(EXERCISE GOAL) Return only those lines of the listing that hold the word "what".

[Start of section]

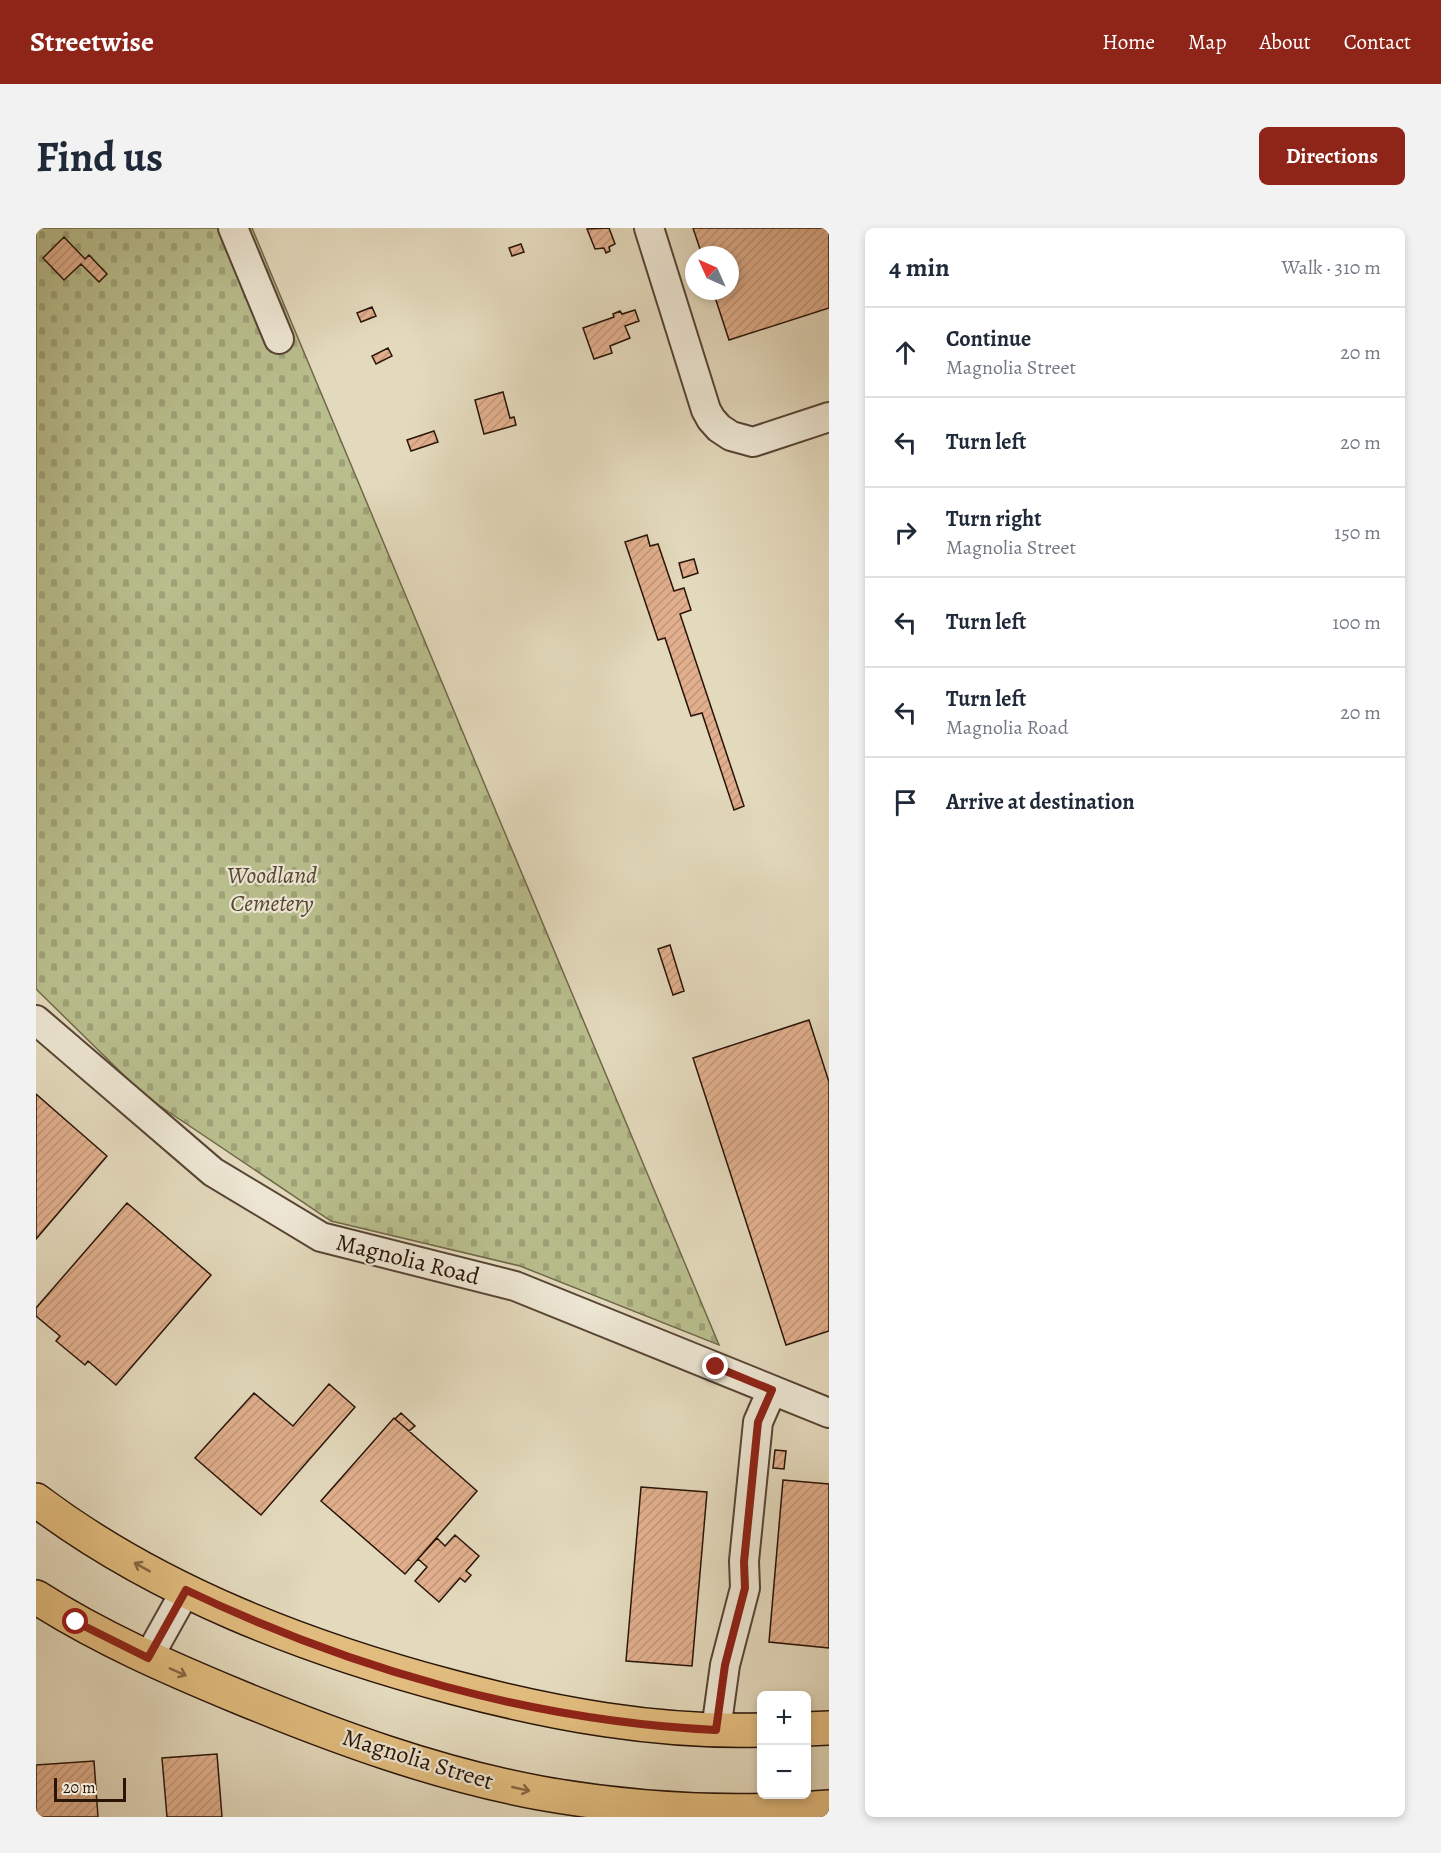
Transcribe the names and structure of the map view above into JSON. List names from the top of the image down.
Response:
{
  "streets": {
    "main road": ["Magnolia Street"],
    "street": ["Magnolia Road"]
  },
  "parks": ["Woodland Cemetery"],
  "scale_bar": "20 m",
  "north": "top left",
  "page": {
    "header": "Streetwise",
    "nav": [
      "Home",
      "Map",
      "About",
      "Contact"
    ],
    "buttons": "Directions",
    "title": "Find us",
    "heading": ["4 min", "Walk · 310 m"],
    "list": [
      ["Continue", "Magnolia Street", "20 m"],
      ["Turn left", "20 m"],
      ["Turn right", "Magnolia Street", "150 m"],
      ["Turn left", "100 m"],
      ["Turn left", "Magnolia Road", "20 m"],
      "Arrive at destination"
    ],
    "map_buttons": ["+", "−"],
    "scale": "20 m"
  }
}
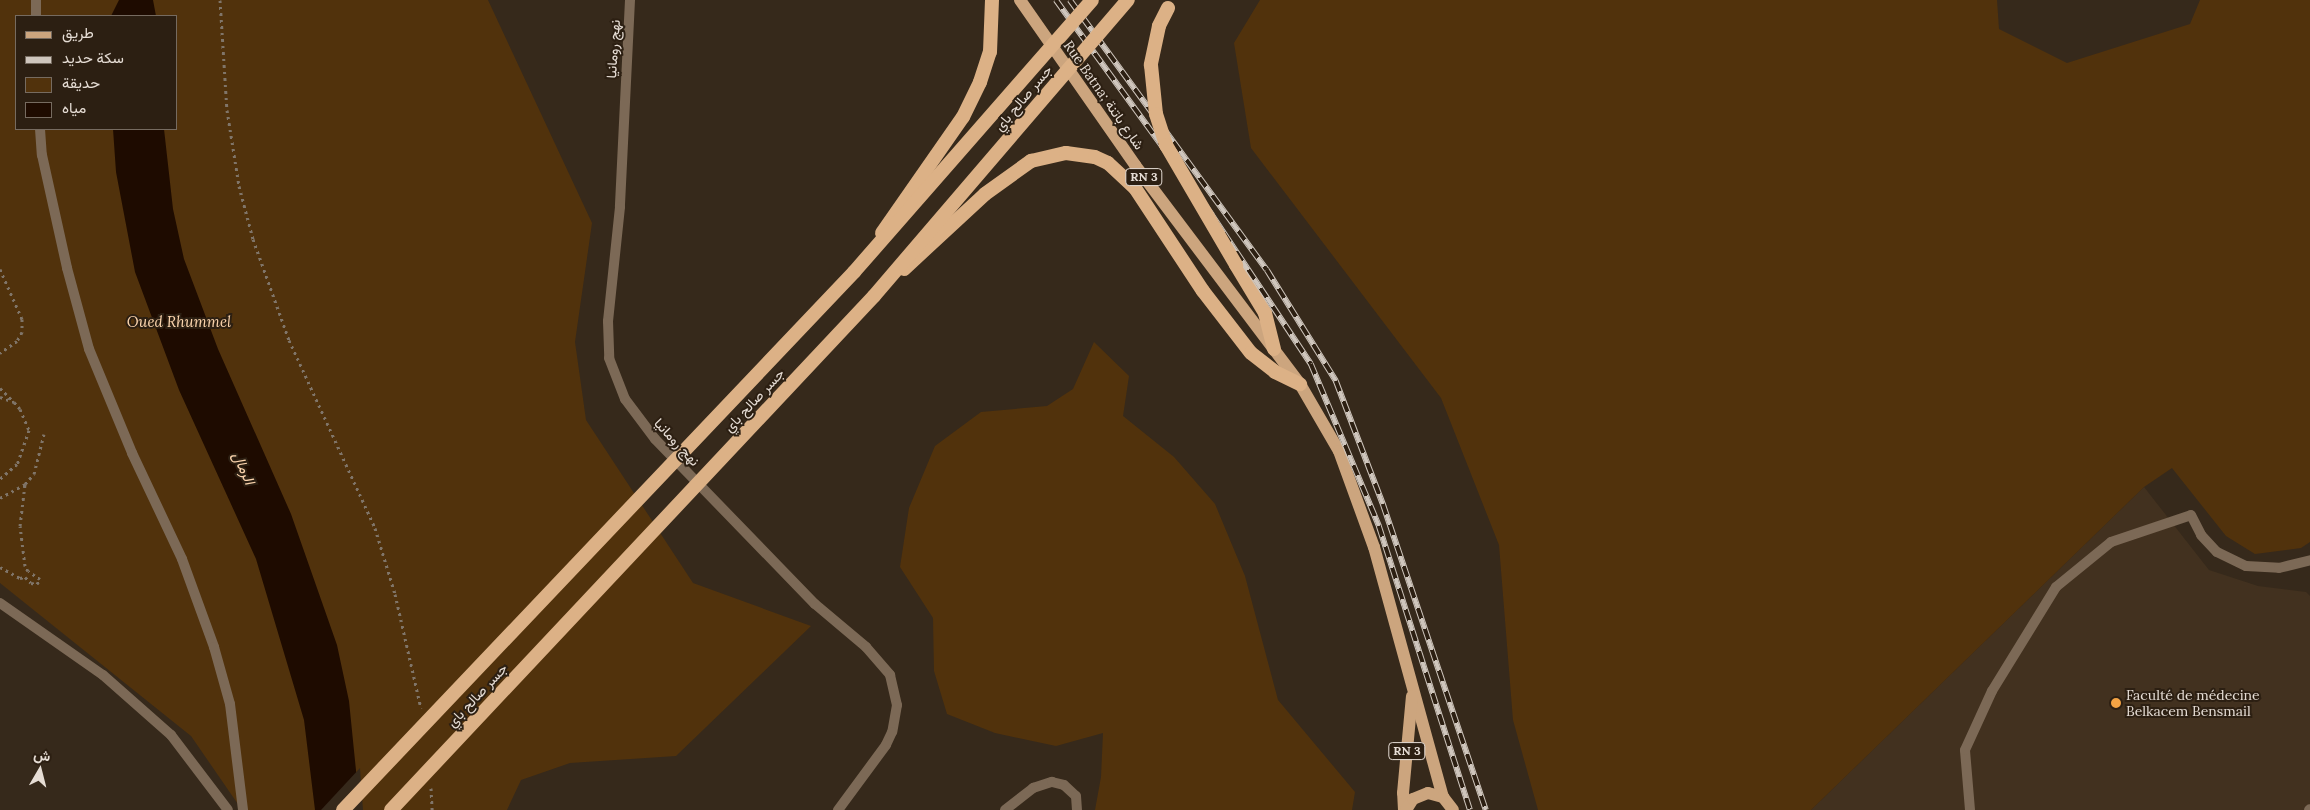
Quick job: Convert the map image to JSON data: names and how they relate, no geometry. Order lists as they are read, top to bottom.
{
  "streets": {
    "highway": ["جسر صالح باي"],
    "main road": ["Rue Batna; شارع باتنة", "RN 3"],
    "street": ["نهج رومانيا"]
  },
  "crossings": [
    ["Rue Batna; شارع باتنة", "RN 3"]
  ],
  "water": ["Oued Rhummel", "الرمال"],
  "places": ["Faculté de médecine Belkacem Bensmail"],
  "legend": [
    "طريق",
    "سكة حديد",
    "حديقة",
    "مياه"
  ],
  "north": "top"
}
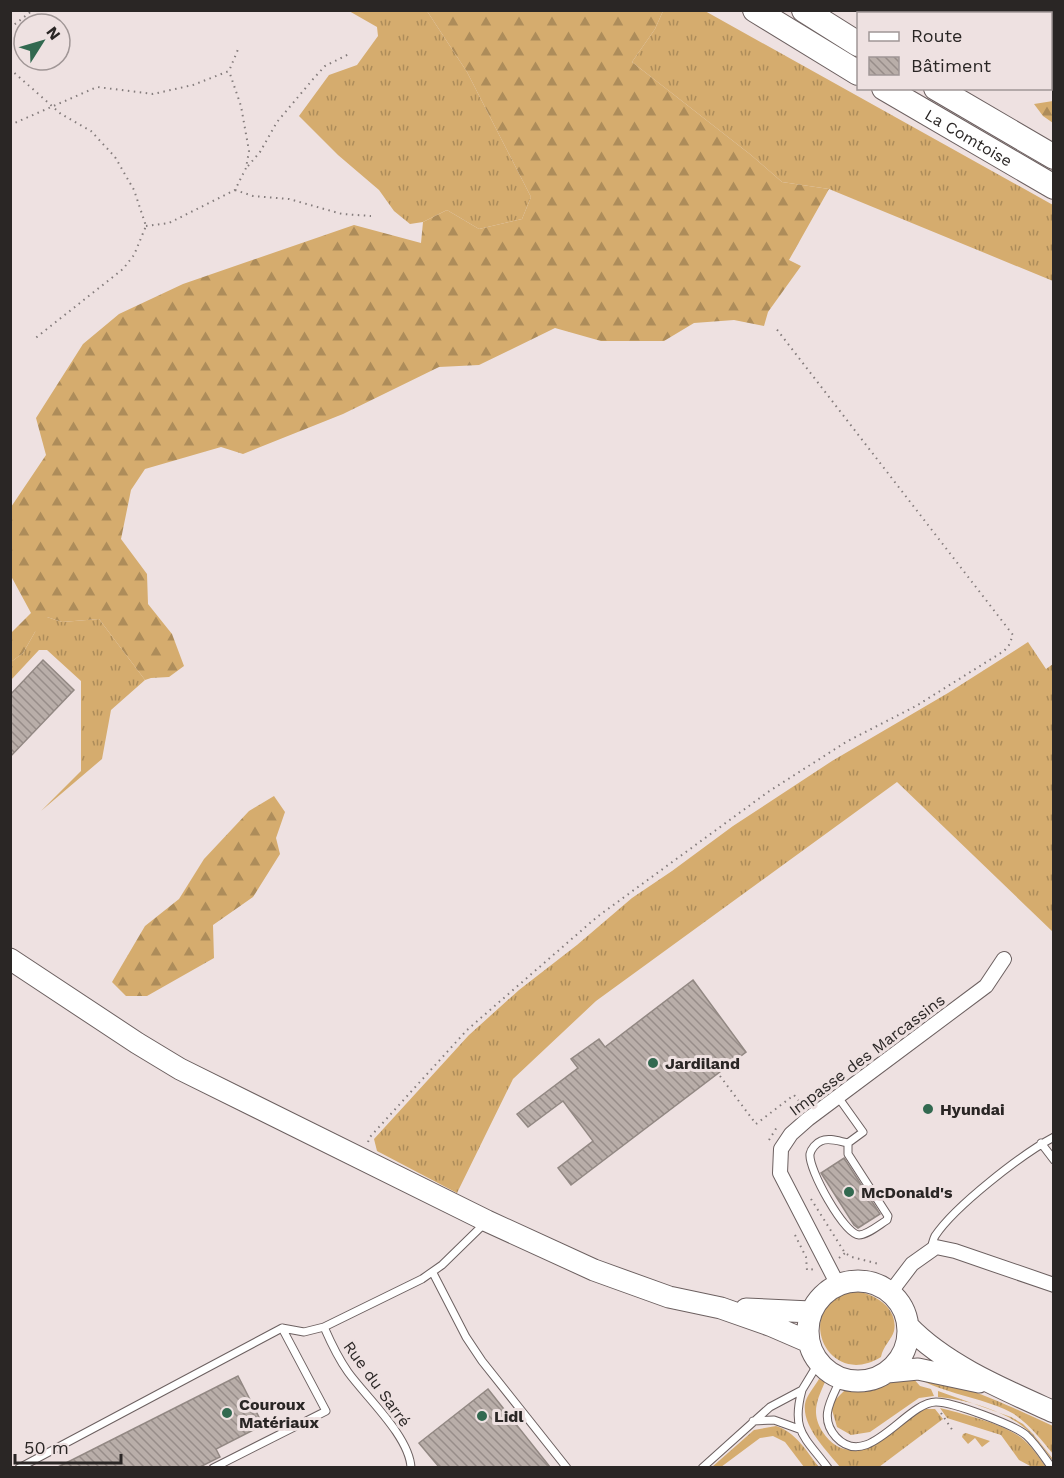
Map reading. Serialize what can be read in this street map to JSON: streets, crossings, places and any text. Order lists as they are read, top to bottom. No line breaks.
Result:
{"streets":{"highway":["La Comtoise"],"street":["Impasse des Marcassins"],"lane":["Rue du Sarré"]},"places":["Jardiland","Hyundai","McDonald's","Couroux Matériaux","Lidl"],"legend":["Route","Bâtiment"],"scale_bar":"50 m","north":"top right"}
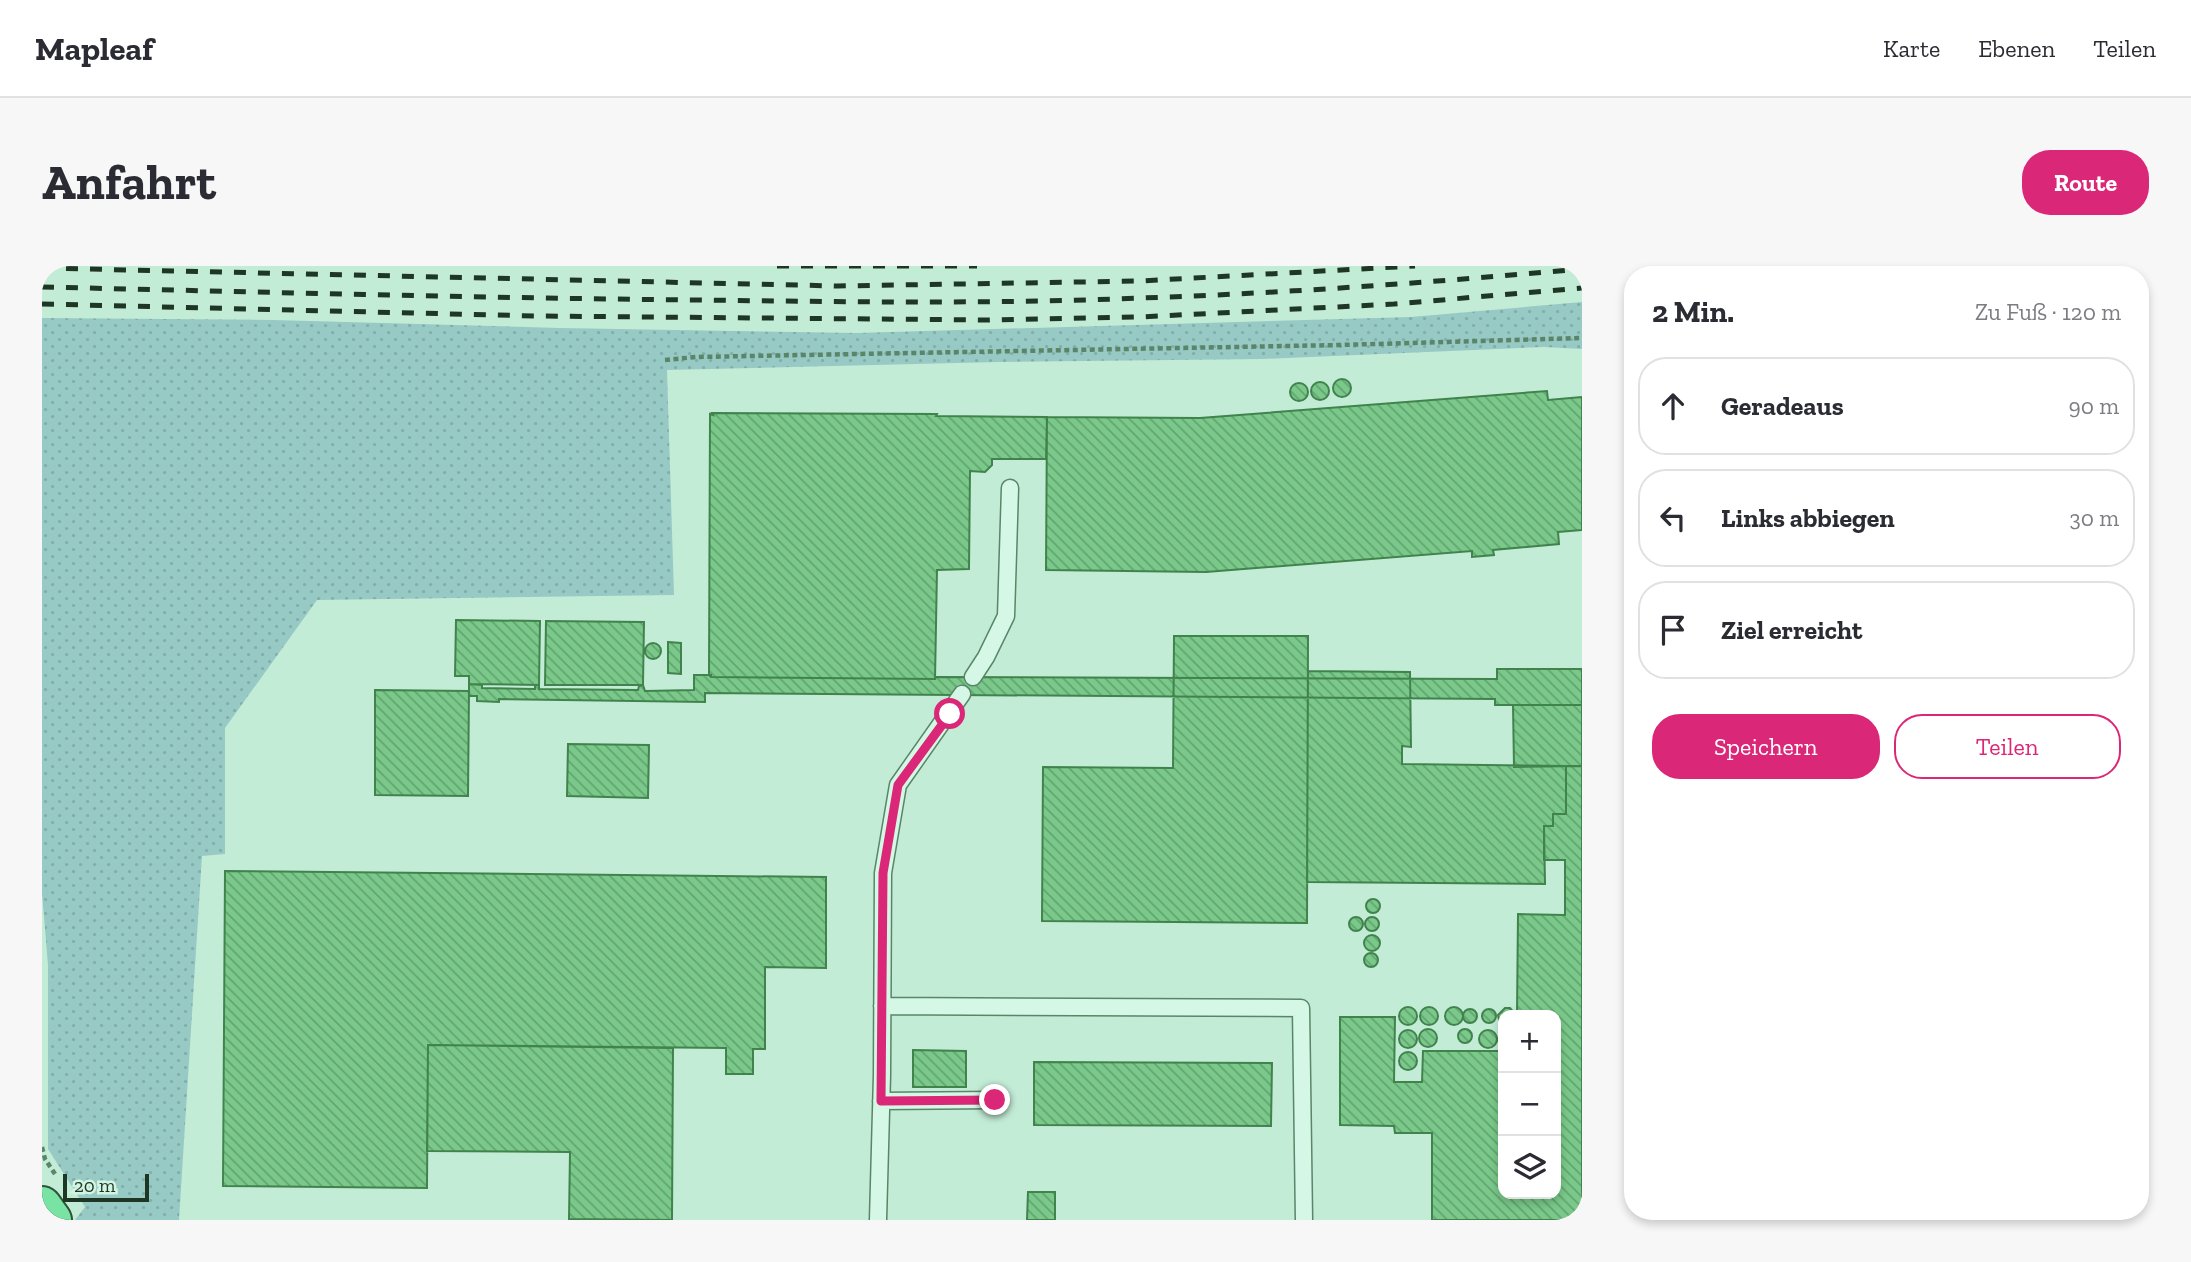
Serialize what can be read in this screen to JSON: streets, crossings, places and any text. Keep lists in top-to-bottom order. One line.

[End of section]

(SOLUTION)
Map reading. Serialize what can be read in this street map to JSON: streets, crossings, places and any text. Order lists as they are read, top to bottom. No line breaks.
Serialize what can be read in this screen to JSON: streets, crossings, places and any text. Keep lists in top-to-bottom order. One line.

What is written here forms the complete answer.